TASK: Look in the material below for the line with "Annotation task. Parse" and the line with "Map reading. Summarize", then set down exactly those two lines and all lines between, nothing more.

DATASET CONTENT:
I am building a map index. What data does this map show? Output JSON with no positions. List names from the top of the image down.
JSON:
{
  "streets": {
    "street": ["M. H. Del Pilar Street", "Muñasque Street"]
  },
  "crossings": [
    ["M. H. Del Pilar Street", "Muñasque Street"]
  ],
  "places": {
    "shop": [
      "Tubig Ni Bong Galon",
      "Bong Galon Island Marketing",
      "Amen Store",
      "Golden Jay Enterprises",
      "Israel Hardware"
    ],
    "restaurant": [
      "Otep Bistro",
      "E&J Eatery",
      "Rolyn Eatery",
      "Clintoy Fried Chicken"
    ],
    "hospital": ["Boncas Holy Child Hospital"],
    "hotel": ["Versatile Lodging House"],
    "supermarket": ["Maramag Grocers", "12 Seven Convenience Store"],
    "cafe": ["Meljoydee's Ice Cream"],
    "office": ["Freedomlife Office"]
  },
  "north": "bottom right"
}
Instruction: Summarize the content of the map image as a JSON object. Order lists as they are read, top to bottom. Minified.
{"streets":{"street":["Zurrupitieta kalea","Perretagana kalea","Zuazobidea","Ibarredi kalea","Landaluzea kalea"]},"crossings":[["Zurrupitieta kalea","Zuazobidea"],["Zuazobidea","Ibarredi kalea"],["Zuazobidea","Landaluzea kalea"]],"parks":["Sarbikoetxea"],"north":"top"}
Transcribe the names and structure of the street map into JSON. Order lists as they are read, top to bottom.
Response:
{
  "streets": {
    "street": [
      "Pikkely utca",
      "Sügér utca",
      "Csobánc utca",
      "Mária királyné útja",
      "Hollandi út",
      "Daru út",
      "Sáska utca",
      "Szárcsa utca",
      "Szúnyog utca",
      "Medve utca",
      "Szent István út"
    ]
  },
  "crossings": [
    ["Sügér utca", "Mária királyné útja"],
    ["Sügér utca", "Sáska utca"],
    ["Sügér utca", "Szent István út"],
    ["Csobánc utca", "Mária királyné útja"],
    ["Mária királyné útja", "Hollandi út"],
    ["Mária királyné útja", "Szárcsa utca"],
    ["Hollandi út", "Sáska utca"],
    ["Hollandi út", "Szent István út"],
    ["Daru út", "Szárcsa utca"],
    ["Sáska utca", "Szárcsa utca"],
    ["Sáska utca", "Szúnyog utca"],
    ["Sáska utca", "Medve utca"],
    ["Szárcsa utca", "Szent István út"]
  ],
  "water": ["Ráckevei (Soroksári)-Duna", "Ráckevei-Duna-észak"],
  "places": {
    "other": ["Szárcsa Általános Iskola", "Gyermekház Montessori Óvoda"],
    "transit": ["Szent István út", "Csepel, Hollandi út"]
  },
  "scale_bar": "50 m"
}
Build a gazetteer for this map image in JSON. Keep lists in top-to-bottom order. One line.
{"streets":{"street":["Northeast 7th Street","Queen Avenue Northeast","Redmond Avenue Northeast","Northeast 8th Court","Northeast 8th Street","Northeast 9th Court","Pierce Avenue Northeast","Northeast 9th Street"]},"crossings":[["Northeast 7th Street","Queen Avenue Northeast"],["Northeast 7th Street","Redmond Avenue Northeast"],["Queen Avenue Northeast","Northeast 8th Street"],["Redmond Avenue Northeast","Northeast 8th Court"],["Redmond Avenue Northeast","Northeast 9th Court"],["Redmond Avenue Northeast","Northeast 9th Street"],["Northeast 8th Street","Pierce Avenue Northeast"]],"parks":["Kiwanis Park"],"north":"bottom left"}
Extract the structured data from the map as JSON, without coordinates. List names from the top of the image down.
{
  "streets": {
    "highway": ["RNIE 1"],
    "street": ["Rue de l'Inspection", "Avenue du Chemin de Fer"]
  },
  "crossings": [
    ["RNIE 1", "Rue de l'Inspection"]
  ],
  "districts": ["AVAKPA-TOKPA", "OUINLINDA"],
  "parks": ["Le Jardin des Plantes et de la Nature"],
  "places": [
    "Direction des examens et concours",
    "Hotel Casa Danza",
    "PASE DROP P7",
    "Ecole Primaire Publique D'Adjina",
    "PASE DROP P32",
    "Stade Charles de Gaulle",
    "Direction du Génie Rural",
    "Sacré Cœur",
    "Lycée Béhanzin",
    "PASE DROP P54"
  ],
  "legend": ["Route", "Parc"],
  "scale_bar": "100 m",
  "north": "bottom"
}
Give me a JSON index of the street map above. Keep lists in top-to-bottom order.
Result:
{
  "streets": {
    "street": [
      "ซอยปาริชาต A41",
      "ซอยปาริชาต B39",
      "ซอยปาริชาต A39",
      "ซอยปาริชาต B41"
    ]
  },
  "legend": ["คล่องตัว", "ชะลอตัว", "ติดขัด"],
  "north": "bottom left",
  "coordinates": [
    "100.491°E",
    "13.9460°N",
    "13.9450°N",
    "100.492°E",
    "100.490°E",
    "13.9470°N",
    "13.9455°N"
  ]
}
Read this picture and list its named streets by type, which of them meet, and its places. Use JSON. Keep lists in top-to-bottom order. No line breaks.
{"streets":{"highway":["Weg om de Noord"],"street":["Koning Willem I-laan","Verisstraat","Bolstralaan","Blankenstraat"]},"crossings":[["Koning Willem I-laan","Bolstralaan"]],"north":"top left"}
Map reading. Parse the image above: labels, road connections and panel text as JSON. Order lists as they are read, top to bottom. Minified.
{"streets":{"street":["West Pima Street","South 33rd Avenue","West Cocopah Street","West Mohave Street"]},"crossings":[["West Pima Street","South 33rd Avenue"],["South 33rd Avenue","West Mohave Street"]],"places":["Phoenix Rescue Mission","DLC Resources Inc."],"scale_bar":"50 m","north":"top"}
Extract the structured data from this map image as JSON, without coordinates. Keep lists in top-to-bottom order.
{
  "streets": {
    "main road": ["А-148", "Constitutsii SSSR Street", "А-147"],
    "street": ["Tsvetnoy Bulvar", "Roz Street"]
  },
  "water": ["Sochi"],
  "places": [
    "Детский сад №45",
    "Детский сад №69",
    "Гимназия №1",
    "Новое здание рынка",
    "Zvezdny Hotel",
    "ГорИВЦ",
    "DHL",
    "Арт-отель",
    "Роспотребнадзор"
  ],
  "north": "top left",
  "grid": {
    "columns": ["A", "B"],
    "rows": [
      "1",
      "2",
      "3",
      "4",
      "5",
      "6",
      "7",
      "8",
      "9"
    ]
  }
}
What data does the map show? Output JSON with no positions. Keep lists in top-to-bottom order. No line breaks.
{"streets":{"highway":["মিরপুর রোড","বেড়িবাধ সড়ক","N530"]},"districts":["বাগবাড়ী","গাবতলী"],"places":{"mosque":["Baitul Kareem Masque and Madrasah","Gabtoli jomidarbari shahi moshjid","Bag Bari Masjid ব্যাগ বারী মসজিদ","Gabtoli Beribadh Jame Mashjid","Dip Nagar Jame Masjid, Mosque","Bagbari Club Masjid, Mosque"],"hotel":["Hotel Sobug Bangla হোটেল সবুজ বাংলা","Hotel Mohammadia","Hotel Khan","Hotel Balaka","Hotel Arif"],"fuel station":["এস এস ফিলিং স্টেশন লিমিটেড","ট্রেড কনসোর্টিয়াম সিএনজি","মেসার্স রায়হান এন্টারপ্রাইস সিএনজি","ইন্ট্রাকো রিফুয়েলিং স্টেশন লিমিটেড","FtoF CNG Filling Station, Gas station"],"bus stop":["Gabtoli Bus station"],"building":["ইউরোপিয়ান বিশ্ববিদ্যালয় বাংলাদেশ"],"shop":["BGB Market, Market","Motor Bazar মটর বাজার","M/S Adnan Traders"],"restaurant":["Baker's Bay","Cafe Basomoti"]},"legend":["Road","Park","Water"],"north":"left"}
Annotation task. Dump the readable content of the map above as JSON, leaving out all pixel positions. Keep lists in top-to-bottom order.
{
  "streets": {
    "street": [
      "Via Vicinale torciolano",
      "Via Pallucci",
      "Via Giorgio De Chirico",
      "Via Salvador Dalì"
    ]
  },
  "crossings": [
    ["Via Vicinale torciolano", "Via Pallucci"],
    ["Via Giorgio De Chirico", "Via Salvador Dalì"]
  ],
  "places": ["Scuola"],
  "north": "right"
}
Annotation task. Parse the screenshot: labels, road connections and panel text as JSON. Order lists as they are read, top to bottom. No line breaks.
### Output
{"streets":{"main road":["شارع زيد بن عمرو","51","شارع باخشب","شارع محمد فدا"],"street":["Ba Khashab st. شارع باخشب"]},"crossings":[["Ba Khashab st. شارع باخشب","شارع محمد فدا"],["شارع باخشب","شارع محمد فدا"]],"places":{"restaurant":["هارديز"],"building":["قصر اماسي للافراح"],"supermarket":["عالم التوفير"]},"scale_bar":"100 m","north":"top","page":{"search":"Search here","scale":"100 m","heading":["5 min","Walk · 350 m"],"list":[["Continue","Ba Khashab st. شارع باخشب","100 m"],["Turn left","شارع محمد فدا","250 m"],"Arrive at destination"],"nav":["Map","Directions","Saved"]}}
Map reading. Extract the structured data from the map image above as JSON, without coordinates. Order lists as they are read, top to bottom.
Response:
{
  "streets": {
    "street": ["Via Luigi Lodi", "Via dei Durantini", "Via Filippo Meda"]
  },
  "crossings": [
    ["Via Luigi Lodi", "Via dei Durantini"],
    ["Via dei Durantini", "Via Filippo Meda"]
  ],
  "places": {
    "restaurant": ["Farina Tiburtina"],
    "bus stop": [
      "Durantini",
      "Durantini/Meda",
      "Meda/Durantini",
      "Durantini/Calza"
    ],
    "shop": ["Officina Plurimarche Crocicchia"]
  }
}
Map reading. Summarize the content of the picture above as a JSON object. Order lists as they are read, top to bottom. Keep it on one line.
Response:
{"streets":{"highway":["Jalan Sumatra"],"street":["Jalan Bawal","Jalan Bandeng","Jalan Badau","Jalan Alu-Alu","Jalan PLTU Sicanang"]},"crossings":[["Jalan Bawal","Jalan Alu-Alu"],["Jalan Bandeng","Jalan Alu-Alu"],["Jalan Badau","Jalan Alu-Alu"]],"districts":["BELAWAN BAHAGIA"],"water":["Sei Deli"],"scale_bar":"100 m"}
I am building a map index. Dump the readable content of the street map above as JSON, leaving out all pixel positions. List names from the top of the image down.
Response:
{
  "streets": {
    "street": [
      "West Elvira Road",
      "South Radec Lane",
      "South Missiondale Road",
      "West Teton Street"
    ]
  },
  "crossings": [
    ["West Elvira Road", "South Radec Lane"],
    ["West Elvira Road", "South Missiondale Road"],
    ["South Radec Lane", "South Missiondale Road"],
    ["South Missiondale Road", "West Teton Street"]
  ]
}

REPLY TO THE TASK:
Annotation task. Parse the screenshot: labels, road connections and panel text as JSON. Order lists as they are read, top to bottom. No line breaks.
### Output
{"streets":{"main road":["شارع زيد بن عمرو","51","شارع باخشب","شارع محمد فدا"],"street":["Ba Khashab st. شارع باخشب"]},"crossings":[["Ba Khashab st. شارع باخشب","شارع محمد فدا"],["شارع باخشب","شارع محمد فدا"]],"places":{"restaurant":["هارديز"],"building":["قصر اماسي للافراح"],"supermarket":["عالم التوفير"]},"scale_bar":"100 m","north":"top","page":{"search":"Search here","scale":"100 m","heading":["5 min","Walk · 350 m"],"list":[["Continue","Ba Khashab st. شارع باخشب","100 m"],["Turn left","شارع محمد فدا","250 m"],"Arrive at destination"],"nav":["Map","Directions","Saved"]}}
Map reading. Extract the structured data from the map image above as JSON, without coordinates. Order lists as they are read, top to bottom.
Response:
{
  "streets": {
    "street": ["Via Luigi Lodi", "Via dei Durantini", "Via Filippo Meda"]
  },
  "crossings": [
    ["Via Luigi Lodi", "Via dei Durantini"],
    ["Via dei Durantini", "Via Filippo Meda"]
  ],
  "places": {
    "restaurant": ["Farina Tiburtina"],
    "bus stop": [
      "Durantini",
      "Durantini/Meda",
      "Meda/Durantini",
      "Durantini/Calza"
    ],
    "shop": ["Officina Plurimarche Crocicchia"]
  }
}
Map reading. Summarize the content of the picture above as a JSON object. Order lists as they are read, top to bottom. Keep it on one line.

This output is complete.